Despite the various formulas offered, simple and standard clinical tools for defining GV have yet to evolve and different indexes of GV should be used, depending on the metabolic profile of the studied population.  Moreover, the absence of a uniformly accepted standard of how to estimate postprandial hyperglycemia and GV adds another challenge to this debate.

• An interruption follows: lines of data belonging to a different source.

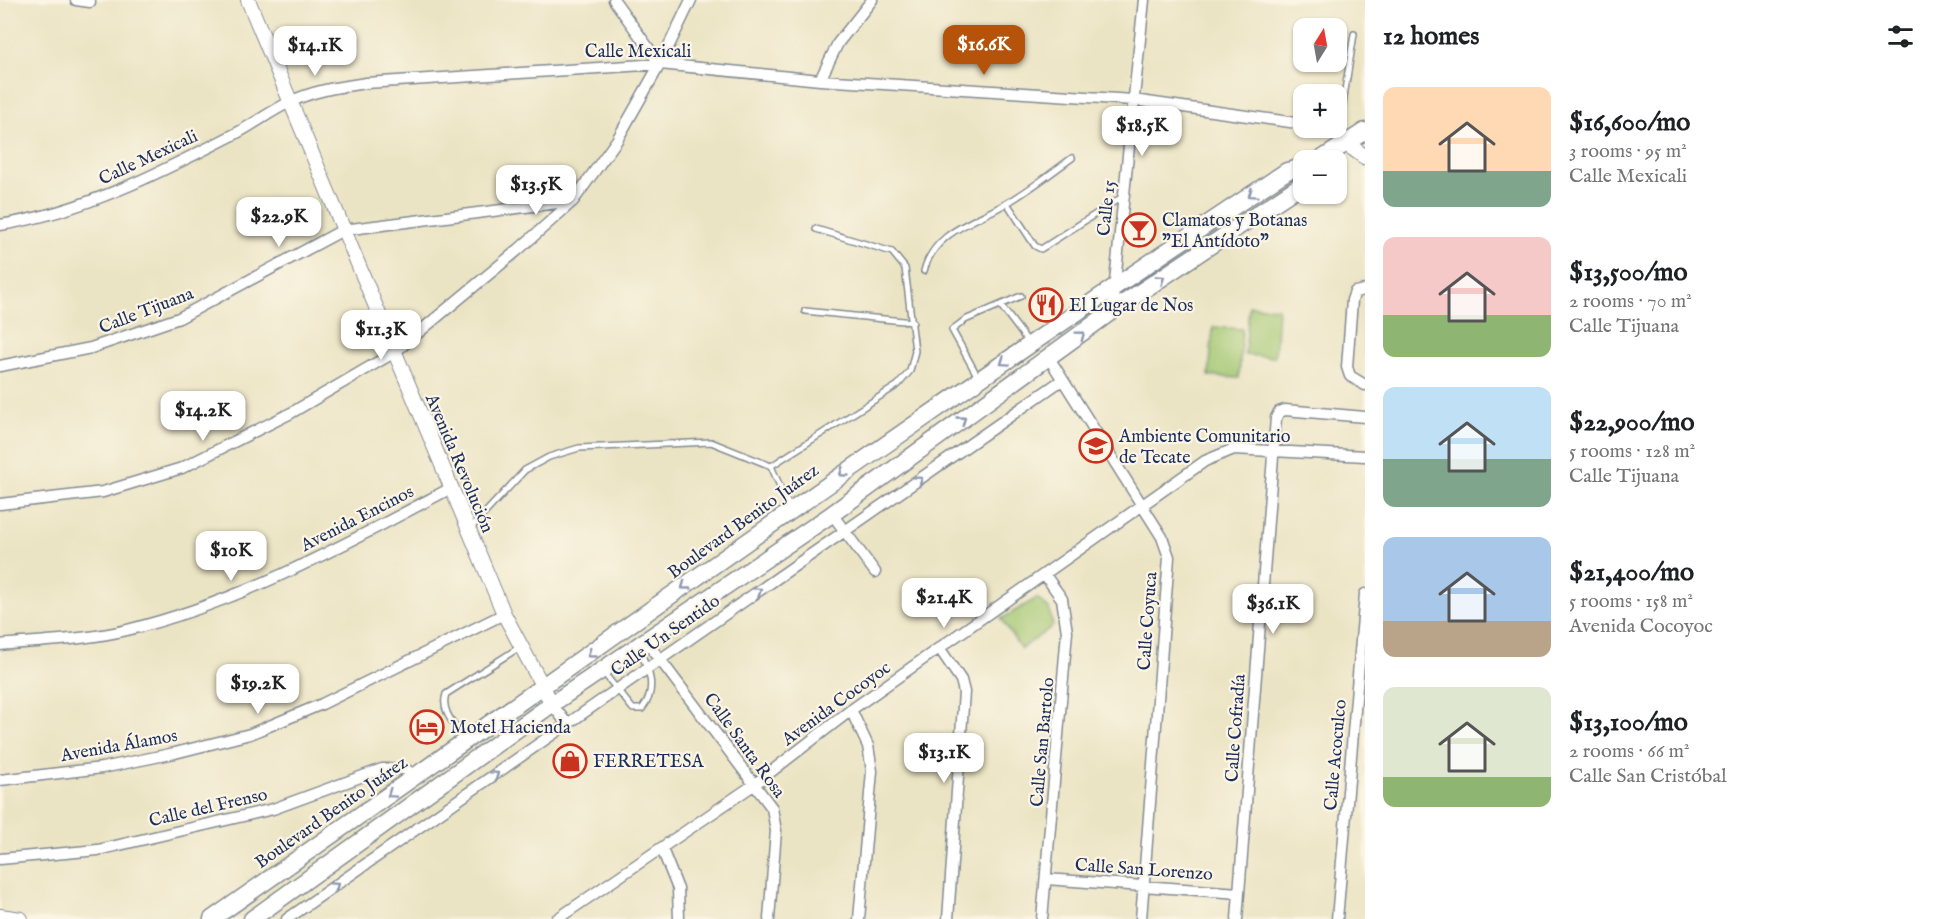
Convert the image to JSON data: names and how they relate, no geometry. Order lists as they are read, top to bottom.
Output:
{
  "streets": {
    "main road": ["Boulevard Benito Juárez"],
    "street": [
      "Calle Mexicali",
      "Calle 15",
      "Calle Tijuana",
      "Avenida Revolución",
      "Avenida Encinos",
      "Calle Coyuca",
      "Calle Un Sentido",
      "Avenida Cocoyoc",
      "Calle Cofradía",
      "Calle San Bartolo",
      "Avenida Álamos",
      "Calle Santa Rosa",
      "Calle Acoculco",
      "Calle del Frenso",
      "Calle San Lorenzo"
    ]
  },
  "crossings": [
    ["Calle Mexicali", "Calle 15"],
    ["Calle Mexicali", "Avenida Revolución"],
    ["Calle 15", "Boulevard Benito Juárez"],
    ["Calle Tijuana", "Avenida Revolución"],
    ["Avenida Revolución", "Avenida Encinos"],
    ["Avenida Revolución", "Boulevard Benito Juárez"],
    ["Avenida Revolución", "Avenida Álamos"],
    ["Boulevard Benito Juárez", "Calle del Frenso"],
    ["Calle Coyuca", "Calle Un Sentido"],
    ["Calle Coyuca", "Avenida Cocoyoc"],
    ["Calle Coyuca", "Calle San Lorenzo"],
    ["Calle Un Sentido", "Calle Santa Rosa"],
    ["Avenida Cocoyoc", "Calle Cofradía"],
    ["Avenida Cocoyoc", "Calle San Bartolo"],
    ["Avenida Cocoyoc", "Calle Santa Rosa"],
    ["Calle Cofradía", "Calle San Lorenzo"],
    ["Calle San Bartolo", "Calle San Lorenzo"]
  ],
  "one_way": ["Calle Un Sentido"],
  "places": {
    "bar": ["Clamatos y Botanas \"El Antídoto\""],
    "restaurant": ["El Lugar de Nos"],
    "school or university": ["Ambiente Comunitario de Tecate"],
    "hotel": ["Motel Hacienda"],
    "shop": ["FERRETESA"]
  },
  "north": "top",
  "page": {
    "heading": "12 homes",
    "map_buttons": ["+", "−"],
    "price": [
      "$16.6K",
      "$14.1K",
      "$18.5K",
      "$13.5K",
      "$22.9K",
      "$11.3K",
      "$14.2K",
      "$10K",
      "$21.4K",
      "$36.1K",
      "$19.2K",
      "$13.1K"
    ],
    "list": [
      {
        "name": "$16,600/mo",
        "note": "3 rooms · 95 m² · Calle Mexicali"
      },
      {
        "name": "$13,500/mo",
        "note": "2 rooms · 70 m² · Calle Tijuana"
      },
      {
        "name": "$22,900/mo",
        "note": "5 rooms · 128 m² · Calle Tijuana"
      },
      {
        "name": "$21,400/mo",
        "note": "5 rooms · 158 m² · Avenida Cocoyoc"
      },
      {
        "name": "$13,100/mo",
        "note": "2 rooms · 66 m² · Calle San Cristóbal"
      }
    ]
  }
}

The majority of these studies have used time-averaged glucose values measured as glycosylated hemoglobin (HbA1c), an indicator of the degree of glycemic control, which is why HbA1c has become the reference parameter for therapies aimed at reducing the risk of complications from diabetes. Chronic hyperglycemia is almost universally assessed by HbA1c which has been shown to correlate closely with mean glucose levels over time, as determined by continuous glucose monitoring (CGM).  However, the relative contribution of postprandial glycemic excursions and fasting to overall hyperglycemia has been the subject of considerable debate. Monnier et al. suggested that the relative contributions of fasting and postprandial glucose differ according to the level of overall glycemic control.  Fasting glucose concentrations present the most important contribution to hemoglobin glycosylation, whereas at lower levels of HbA1c, the relative contribution of postprandial hyperglycemia becomes predominant. Collectively, GV is likely to be incompletely expressed by HbA1c, particularly in patients with good metabolic control.  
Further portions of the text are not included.